Omurgasızlık kolay değildi eskiden…

Şimdilerdeyse o kadar kolay ki…

Ne tarafa dönseniz, karşınızda envai türden omurgasızlık abideleri duruyor…

Omurgasız siyasetçi müsveddeleri, omurgasız ve aynı zamanda çakma bilim adamı müsveddeleri, omurgasız eğitimci-akademisyen müsveddeleri, omurgasız doktor müsveddeleri, omurgasız asker-polis müsveddeleri, omurgasız din adamı ve dindar müsveddeleri, ve hepsinden öteye, bunları baştacı eden, sadece insanlığın değil, dünyanın tüm maddi ve manevi değerlerinin başına bunları bela eden omurgasız insan müsveddeleri…

Bunların yüzünden dünya Birinci ve İkinci Dünya savaşlarından sonra en büyük tehditle karşı karşıya…

Hoş, omurgasız tiplerden laf açılmışken bir örnek vereyim de bir omurgasızın dünya tarihini nasıl değiştirdiğine de şahit olun…

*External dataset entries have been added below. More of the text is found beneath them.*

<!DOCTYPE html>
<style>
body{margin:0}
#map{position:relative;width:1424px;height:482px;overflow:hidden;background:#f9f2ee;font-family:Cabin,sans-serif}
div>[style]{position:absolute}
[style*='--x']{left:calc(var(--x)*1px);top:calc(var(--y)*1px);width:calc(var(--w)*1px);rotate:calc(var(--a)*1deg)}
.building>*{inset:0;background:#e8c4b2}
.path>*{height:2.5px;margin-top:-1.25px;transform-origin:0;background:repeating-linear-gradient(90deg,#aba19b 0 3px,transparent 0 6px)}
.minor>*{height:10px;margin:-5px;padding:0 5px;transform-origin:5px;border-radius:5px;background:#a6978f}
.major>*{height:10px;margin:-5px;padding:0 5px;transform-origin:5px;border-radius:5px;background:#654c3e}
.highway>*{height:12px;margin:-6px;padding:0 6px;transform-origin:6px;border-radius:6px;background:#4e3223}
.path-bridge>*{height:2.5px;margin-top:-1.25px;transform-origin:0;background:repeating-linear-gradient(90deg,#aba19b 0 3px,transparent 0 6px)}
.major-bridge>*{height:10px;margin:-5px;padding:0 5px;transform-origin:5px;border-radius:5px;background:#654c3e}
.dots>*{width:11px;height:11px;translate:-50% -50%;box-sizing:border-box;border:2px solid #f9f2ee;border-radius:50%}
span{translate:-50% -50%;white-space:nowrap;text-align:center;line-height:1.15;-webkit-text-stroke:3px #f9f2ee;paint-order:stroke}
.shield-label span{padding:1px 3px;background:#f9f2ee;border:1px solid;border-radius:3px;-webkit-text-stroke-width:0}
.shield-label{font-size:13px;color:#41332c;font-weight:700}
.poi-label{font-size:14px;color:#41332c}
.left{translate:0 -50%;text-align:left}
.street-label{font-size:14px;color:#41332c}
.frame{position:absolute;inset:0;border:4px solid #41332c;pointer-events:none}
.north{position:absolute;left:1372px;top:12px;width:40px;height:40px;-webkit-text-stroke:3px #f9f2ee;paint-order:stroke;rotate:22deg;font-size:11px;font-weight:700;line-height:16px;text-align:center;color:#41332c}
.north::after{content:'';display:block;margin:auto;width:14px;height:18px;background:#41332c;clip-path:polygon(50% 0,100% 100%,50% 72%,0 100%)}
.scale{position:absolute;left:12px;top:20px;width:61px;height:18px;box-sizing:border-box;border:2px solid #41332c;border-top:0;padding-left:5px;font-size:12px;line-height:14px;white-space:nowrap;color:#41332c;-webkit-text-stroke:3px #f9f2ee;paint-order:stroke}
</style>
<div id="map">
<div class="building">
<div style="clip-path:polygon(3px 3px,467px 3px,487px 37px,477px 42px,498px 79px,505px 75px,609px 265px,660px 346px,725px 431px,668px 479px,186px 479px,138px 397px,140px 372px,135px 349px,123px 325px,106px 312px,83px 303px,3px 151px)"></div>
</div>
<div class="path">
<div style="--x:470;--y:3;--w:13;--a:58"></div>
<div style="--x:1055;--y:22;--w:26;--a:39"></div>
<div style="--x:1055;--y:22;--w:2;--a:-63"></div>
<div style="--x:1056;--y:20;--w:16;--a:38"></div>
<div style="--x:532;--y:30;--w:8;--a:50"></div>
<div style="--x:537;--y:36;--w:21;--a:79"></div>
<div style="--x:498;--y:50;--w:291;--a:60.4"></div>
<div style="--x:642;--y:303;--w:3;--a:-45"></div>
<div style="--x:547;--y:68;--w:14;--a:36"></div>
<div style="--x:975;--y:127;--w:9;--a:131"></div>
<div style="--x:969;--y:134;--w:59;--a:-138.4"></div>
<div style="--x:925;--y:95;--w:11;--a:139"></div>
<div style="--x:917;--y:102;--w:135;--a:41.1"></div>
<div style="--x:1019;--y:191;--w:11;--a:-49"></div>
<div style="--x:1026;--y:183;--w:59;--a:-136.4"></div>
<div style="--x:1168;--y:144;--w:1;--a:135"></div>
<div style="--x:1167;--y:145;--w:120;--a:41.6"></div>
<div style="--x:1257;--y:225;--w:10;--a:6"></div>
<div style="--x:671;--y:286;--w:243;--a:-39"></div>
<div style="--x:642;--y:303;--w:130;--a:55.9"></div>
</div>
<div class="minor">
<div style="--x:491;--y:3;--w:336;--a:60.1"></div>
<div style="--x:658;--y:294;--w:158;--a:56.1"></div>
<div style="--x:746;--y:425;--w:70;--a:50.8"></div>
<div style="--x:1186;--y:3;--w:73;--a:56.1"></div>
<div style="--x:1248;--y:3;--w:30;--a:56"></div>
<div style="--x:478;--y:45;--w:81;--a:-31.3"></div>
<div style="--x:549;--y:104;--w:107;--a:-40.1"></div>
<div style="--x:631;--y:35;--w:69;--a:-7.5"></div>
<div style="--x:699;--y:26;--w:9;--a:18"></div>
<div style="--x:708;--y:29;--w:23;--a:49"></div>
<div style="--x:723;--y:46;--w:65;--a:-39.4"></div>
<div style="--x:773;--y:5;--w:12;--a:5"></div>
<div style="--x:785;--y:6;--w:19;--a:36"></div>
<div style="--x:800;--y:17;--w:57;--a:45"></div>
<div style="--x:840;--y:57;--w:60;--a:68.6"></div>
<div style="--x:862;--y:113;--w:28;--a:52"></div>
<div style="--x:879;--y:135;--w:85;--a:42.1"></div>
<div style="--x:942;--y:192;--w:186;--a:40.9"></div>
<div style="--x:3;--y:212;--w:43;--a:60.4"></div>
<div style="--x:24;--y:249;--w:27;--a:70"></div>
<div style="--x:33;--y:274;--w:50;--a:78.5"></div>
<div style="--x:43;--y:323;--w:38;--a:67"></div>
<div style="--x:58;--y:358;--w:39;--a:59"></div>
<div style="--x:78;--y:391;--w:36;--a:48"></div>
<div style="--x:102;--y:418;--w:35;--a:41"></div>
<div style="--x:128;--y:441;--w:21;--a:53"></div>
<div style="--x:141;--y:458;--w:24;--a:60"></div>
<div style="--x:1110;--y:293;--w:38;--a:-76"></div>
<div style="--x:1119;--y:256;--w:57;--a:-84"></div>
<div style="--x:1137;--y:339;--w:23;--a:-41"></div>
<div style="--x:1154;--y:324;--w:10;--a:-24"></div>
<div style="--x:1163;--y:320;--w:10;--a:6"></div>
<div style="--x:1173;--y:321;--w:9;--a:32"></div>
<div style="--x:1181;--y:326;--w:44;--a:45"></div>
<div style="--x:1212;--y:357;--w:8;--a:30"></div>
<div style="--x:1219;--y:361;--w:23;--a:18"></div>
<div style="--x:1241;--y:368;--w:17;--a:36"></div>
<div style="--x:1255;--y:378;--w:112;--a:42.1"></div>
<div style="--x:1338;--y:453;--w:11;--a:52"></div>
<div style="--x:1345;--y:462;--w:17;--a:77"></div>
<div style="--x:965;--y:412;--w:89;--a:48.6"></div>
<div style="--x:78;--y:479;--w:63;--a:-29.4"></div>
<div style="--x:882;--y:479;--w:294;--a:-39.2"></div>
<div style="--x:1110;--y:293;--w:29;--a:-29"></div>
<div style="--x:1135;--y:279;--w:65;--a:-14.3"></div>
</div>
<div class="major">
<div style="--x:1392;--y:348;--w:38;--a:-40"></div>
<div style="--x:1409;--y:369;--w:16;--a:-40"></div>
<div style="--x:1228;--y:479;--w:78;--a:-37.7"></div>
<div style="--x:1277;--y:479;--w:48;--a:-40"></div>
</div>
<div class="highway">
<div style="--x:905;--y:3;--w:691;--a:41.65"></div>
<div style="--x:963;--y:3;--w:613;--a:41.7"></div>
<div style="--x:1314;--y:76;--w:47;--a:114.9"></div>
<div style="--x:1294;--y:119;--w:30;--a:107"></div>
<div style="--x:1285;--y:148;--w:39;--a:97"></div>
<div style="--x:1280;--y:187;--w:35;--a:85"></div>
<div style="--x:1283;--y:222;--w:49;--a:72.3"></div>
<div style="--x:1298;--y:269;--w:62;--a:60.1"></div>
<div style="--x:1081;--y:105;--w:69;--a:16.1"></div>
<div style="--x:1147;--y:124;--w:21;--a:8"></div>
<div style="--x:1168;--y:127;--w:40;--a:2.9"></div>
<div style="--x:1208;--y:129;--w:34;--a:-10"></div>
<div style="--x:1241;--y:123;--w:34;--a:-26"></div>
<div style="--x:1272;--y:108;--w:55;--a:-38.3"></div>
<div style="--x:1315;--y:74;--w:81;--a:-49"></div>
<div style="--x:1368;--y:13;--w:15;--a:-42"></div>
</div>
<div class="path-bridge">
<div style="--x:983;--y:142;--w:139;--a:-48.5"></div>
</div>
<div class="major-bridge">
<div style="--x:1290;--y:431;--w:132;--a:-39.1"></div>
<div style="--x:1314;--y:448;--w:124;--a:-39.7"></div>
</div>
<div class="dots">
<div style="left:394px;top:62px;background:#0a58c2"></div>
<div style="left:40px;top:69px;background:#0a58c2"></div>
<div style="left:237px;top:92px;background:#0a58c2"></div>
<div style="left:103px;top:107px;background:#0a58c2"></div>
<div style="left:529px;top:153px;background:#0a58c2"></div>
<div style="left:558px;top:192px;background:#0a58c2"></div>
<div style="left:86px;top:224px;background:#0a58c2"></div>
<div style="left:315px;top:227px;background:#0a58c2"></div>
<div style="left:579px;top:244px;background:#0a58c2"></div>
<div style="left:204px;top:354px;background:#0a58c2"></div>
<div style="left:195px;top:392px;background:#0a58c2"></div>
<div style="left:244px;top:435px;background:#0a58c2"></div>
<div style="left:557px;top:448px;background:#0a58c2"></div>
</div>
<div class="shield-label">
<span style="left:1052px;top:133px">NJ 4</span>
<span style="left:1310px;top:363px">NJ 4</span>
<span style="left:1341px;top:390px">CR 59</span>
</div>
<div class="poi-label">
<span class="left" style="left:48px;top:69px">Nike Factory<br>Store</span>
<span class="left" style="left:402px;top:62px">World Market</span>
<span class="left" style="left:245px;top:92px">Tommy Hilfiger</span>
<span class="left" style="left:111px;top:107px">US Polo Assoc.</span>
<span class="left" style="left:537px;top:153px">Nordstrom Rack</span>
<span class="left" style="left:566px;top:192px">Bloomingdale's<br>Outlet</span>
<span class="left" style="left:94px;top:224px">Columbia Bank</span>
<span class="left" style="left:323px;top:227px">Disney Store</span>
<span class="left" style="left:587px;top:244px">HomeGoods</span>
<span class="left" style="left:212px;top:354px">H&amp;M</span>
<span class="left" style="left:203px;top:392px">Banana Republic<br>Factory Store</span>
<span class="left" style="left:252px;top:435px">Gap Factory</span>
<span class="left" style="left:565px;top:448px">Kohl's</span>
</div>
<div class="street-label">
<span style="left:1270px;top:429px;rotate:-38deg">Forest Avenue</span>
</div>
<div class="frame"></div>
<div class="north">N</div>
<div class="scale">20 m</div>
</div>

18 Haziran 1815 tarihlerinde Belçika’nın Waterloo kasabası yakınında gerçekleştirilen ve tarihe Waterloo Savaşı olarak geçen savaş, Napoleon Bonaparte liderliğindeki Fransız güçleriyle İngiliz-Prusya ittifak güçleri arasında meydana geldi ve Avrupa’yı 23 yıl boyunca kasıp kavuran güç savaşlarını da sona erdiren savaş oldu.

Napoleon geride çoğunluğu süvarilerden oluşan ve düşmanı yandan kuşatmada kullanılacak artçı bir birlik bırakır ve başına da kendisine körü körüne sadık ama beyinsiz, kukla komutanlarından birini atar.

Napoleon düşmanla karşılaştığında bu birliğe haber uçuracak ve düşmana hangi yönden saldırılacağını bildirecektir.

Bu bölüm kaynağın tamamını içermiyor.